WHAT ARE LOCAL PARENTS ARE SAYING ABOUT TIKTOK?

  • Osjetta Gascey: My son is 13, and we don’t allow TikTok or any other social media accounts right now. I also use my parental controls through my iPhone to monitor his phone and set up filters for inappropriate content. He’s hearing so much already at school from the kids anyway, which allows us to have open dialogue. Between the advanced technology and video games, social media can take a back seat for now. Social media is raising some of these kids.
  • Dedrick Johnson: I do random drop-ins on everything… TikTok, FB, cellphones, texts, bedrooms, classrooms.
  • Ronda Robinson Lewis: TikTok is the devil. I’m embarrassed to say, I probably don’t monitor the kids as much as I should. I just limit their screen access time on the app.
  • Adrianne Walker: My experience with TikTok is just watching videos. I haven’t seen anything explicit. And it could just be that I don’t have the app. I just watch Tik Tok videos that come through Instagram. I’m sure there’s some dangerous things out there on it, but I just haven’t seen it. And though my husband and I don’t monitor our son’s viewing, we talk to him about the danger of online predators. And we talk about the fact that a lot of what you see on TikTok is unrealistic. I also have to say that our kids have been raised in a two-parent household with lots of love and security. We monitor who he spends time with and who he plays games with online. So, I’m hoping that all those things will combat the dangers of TikTok. Because I do realize there are kids on social media who don’t have parents who are talking to them, checking on them. My advice is old school: talk to your kids, communicate with them, have a relationship with them.
  • Courtny Fleeton: I know what each of them follow and for the most part of it’s questionable they come show me, because they like to see me go off. That’s kinda my teaching tool.
  • Claudell Cannady: I don’t monitor but I explained some dos and don’ts.
  • Pamela Walker: My son is on TikTok, but I try to monitor it as much as I can. What I hate about that app is that video clips run back-to-back without any opportunity to screen or filter out certain content. One minute we see some funny dance or situation and the next minute there is something vulgar or full of profanity. My rule is to skip the profane content.

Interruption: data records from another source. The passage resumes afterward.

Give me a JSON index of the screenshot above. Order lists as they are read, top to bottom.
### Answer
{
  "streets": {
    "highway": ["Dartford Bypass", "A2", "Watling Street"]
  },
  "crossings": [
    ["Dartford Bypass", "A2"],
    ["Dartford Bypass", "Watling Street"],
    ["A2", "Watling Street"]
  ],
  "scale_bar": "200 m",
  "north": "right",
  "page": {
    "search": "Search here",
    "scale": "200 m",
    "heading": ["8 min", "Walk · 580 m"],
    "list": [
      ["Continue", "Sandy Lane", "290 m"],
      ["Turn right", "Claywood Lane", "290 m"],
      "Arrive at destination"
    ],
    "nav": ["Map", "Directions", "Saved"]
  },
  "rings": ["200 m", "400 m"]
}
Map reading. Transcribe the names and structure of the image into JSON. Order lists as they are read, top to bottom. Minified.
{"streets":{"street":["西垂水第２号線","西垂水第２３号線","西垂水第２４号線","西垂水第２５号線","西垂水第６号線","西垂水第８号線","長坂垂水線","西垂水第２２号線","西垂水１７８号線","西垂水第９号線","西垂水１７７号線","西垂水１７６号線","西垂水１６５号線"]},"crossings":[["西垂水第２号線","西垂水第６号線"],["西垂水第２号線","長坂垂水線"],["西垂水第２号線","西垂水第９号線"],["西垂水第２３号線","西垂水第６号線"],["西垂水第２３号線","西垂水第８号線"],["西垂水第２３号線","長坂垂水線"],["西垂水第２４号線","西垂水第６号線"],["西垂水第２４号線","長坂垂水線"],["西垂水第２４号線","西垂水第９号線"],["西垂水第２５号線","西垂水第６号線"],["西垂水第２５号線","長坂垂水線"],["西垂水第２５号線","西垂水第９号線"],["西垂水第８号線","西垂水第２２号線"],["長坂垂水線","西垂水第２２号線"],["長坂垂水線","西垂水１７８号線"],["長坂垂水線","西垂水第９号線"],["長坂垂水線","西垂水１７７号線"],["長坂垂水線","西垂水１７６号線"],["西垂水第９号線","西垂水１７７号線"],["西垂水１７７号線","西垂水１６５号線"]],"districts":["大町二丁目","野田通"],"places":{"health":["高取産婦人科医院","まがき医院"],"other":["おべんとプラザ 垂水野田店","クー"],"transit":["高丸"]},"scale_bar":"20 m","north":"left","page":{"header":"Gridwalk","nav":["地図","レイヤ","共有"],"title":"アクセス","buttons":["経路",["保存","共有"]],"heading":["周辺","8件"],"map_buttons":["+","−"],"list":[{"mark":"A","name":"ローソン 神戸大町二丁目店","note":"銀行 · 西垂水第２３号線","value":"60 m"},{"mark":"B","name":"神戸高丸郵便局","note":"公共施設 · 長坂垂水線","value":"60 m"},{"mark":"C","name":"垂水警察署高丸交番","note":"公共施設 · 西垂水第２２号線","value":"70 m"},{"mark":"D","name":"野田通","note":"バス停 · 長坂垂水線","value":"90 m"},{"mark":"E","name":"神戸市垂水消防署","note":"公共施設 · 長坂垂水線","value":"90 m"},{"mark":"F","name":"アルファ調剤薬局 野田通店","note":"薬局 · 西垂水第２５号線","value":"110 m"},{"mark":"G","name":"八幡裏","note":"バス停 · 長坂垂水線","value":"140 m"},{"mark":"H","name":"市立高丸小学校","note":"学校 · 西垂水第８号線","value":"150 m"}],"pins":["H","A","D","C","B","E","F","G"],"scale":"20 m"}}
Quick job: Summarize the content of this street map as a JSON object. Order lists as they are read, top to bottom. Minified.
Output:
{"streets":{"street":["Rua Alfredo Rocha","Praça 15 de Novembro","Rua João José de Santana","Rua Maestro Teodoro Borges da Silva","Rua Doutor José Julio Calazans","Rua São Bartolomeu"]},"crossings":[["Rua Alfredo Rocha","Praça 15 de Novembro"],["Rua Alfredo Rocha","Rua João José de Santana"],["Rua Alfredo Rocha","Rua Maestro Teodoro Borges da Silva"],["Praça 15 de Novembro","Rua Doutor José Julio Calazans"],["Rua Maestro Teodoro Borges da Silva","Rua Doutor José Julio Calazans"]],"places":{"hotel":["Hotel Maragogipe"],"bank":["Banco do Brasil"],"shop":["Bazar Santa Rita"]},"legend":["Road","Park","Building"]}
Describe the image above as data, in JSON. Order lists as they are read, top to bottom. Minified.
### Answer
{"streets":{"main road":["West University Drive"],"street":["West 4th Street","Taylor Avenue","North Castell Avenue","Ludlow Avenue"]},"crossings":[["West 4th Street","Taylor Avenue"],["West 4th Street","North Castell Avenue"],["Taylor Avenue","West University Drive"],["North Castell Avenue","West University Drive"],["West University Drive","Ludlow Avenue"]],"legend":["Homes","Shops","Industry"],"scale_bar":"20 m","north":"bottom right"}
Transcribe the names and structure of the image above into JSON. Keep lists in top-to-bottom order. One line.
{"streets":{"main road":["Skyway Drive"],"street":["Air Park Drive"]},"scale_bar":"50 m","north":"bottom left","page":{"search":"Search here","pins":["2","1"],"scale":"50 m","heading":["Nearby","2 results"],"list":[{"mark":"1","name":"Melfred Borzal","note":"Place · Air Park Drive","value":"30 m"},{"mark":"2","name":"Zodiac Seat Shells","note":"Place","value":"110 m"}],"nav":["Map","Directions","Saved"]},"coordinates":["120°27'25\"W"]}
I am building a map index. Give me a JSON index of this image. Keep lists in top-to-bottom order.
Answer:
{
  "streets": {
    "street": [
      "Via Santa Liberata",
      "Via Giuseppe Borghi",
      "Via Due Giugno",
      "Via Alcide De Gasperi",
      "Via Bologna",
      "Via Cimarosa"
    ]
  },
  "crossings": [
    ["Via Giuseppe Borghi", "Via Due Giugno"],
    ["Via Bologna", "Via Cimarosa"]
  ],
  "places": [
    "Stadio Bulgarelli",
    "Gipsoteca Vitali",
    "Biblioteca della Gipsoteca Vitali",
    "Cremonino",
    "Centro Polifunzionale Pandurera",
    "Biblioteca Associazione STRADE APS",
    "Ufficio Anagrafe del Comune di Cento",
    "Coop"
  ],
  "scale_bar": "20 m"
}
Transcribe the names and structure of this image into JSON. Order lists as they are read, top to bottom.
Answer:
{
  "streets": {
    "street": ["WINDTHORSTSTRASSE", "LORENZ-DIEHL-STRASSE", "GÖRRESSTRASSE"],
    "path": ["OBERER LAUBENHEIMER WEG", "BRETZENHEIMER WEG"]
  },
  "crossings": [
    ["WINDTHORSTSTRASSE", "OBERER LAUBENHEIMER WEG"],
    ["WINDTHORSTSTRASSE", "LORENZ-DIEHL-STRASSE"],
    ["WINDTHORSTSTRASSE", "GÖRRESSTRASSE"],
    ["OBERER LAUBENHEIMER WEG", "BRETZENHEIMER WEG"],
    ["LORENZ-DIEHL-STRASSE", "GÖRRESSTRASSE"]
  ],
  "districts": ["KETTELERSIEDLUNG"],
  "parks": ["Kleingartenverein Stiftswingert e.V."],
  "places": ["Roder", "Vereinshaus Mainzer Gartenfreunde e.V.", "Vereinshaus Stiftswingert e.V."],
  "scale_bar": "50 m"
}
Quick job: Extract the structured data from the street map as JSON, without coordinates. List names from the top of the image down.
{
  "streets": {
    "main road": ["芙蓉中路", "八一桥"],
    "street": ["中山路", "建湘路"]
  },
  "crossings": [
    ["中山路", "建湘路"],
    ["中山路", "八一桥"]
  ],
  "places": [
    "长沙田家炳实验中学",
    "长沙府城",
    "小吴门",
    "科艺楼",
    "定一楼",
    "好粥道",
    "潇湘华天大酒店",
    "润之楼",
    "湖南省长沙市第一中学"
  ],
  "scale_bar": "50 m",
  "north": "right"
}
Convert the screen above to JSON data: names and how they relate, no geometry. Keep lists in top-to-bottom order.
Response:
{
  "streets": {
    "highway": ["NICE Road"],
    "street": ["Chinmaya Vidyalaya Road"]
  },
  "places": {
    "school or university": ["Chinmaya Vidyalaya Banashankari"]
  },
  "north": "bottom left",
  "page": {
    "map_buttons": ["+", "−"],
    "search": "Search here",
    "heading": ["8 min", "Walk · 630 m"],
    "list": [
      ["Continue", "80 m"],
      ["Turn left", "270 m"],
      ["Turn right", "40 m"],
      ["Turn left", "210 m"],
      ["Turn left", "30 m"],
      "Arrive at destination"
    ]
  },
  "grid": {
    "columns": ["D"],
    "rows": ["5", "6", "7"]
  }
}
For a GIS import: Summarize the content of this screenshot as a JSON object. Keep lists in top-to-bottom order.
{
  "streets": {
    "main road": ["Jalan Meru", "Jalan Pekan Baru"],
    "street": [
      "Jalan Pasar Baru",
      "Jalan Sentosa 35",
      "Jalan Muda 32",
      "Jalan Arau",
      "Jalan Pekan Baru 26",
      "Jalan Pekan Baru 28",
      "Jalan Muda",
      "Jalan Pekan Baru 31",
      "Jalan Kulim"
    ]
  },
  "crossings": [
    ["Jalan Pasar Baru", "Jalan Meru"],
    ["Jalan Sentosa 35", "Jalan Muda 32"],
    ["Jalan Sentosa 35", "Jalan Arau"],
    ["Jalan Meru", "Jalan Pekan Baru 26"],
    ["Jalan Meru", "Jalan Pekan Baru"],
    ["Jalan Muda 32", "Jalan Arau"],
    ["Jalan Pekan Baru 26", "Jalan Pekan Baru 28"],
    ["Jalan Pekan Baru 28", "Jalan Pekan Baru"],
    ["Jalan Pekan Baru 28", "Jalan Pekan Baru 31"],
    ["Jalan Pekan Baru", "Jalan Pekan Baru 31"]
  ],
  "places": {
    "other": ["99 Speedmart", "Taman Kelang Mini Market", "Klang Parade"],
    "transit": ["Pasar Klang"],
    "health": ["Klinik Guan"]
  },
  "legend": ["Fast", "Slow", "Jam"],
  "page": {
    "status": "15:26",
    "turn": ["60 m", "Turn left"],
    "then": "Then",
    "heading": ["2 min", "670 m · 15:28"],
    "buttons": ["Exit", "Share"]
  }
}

Perhaps I need to learn more about what parental controls are available
  • Swatara Olushola: My son is 11, but all my children already know that they won’t get a phone until they’re 18 (if they want one).

WHAT ARE THE POTENTIAL NEGATIVE EFFECTS OF TIKTOK?

(source: smartsocial.com)

  • Addiction: Since the app boasts an “endless stream” of material, students are likely to spend a long time in the app and might even become addicted to watching the videos for hours at a time.
  • Bullying: A high school principal in New York tells Smart Social Founder Josh Ochs that students are being bullied on TikTok. Some students are making fun of each other’s videos, while others are making videos just to ridicule their fellow students.
  • Comparison: Some students make outrageous, and even dangerous, videos to get more likes and followers. Hashtag challenges are an easy way to gain likes, but some of the challenges are not appropriate for tweens and teens.
  • Safety Concerns: Apps like TikTok can easily be used by predators to solicit minors because the app makes it easy for strangers to direct message children. “There are no restrictions as to who can join the app and it is used internationally, connecting virtually everyone,” explained Digital Family Expert Theresa Desuyo, at the parental control software company Qustodio.
  • Mental Health: Some experts report it can be easy to come across triggering content on the app that could promote issues like self-harm or eating disorders.